I adore the beginning phase of brainstorming the book. Like I said, it’s the possibility of all worlds. At the end, there is a great satisfaction of having gotten to the end, but also a sadness of parting with characters who seem like family. Writing sequels help, knowing I’ll spend more time with them again.

Ten years is a long time to not be writing after your previous successes. Did you find the return to writing difficult?

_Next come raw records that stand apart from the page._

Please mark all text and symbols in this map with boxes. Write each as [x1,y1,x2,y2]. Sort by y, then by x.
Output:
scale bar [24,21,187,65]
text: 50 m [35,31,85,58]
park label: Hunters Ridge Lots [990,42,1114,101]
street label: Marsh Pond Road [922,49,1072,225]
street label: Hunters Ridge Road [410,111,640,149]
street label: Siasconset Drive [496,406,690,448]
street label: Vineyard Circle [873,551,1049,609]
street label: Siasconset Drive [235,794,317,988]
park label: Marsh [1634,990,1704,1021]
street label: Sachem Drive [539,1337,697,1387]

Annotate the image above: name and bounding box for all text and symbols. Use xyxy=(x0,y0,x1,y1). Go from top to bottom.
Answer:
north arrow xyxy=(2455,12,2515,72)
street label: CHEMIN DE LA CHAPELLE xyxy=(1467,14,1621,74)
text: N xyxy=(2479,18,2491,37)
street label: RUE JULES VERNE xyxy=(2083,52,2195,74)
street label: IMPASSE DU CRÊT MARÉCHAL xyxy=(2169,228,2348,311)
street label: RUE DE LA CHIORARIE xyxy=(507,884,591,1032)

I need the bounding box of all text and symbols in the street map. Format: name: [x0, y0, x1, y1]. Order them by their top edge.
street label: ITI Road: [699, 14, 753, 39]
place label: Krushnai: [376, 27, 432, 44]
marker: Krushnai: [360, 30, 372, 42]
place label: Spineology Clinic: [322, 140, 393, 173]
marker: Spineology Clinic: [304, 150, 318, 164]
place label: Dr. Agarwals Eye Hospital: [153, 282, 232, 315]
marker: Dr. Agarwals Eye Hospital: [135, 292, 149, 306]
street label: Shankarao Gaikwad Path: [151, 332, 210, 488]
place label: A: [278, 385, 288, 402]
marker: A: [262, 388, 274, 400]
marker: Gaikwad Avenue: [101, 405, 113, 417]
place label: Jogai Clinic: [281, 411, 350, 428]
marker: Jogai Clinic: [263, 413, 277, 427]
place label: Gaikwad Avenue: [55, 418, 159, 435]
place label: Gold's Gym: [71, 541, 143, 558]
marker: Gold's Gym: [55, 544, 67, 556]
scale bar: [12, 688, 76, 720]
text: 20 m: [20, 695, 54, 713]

Revising, re-editing and publishing my backlist has certainly helped “rev up” the proverbial engine. It has been daunting, though, as I pick up where I left off on PIRATES’ MOON, as a little voice deep inside seems to say, “Can I do this one more time? Can I still write? Will it be any good? Is the story line sound or sappy? Does it need more, or less?” and on and on. My husband tells me I go through this with each book. Just write forward! So I am. That brings with it the many times I feel like I’m hitting my head against the wall, trying to get just the right words to spill out and wondering if they ever will. Ah, but that’s familiar too, so I’m trying to not panic that my brain has caved once and for all, ha, ha. Besides it’s a wonderful experience to step through the page and exist in the world of one’s characters. It’s worth the challenges that come with the writing.

Would you share with us what writer or writers influenced you, maybe even inspired you to write yourself?

Again, I love history, plus Mom had wonderful selections from her book club such as novels by Irving Stone, Thomas B. Costain, James Michener, Anya Seton, Mary Stewart, Victoria Holt.

Some books that I clearly remember as favorites were DRAGONWYCK, by Anya Seton, BRIDE OF PENDORRIC by Victoria Holt. THE ROAD TO BITHYNIA, by Frank G. Slaughter.

When I was growing up, big sweeping historical novels as well as movies were in favor such as Ben Hur, Spartacus, and Gone with the Wind (which I didn’t see until a teenager). I loved these big, sweeping, larger-than-life dramas. I guess it’s natural that I gravitate to write in that direction with my own writing and I really do love the research. It was while I was writing THE VALIANT HEART that a friend gave me a copy of Kathleen Woodiwiss’ SHANNA. I fell in love with that book and read all of her others before going on to read Cynthia Wright, Jude Deveraux (her early medievals), and more. It was while reading SHANNA that I realized I was writing Romance. At that point, I sought out other writers and connected with RWA National and our local chapter WRW (Washington Romance Writers) that served the D.C. metropolitan area, including Virginia and Maryland.

What book are you reading now?

I just finished Caroline Mickelson’s FROM MANGIA TO MURDER, a marvelous cozy mystery set in Little Italy in 1946, and am just beginning LIGHTBRINGER by Frankie Robertson. VAMPARAZZI by Laura Resnick is the choice for our local book club for October, so that’s in my to-read pile and promises to be wonderful and funny read.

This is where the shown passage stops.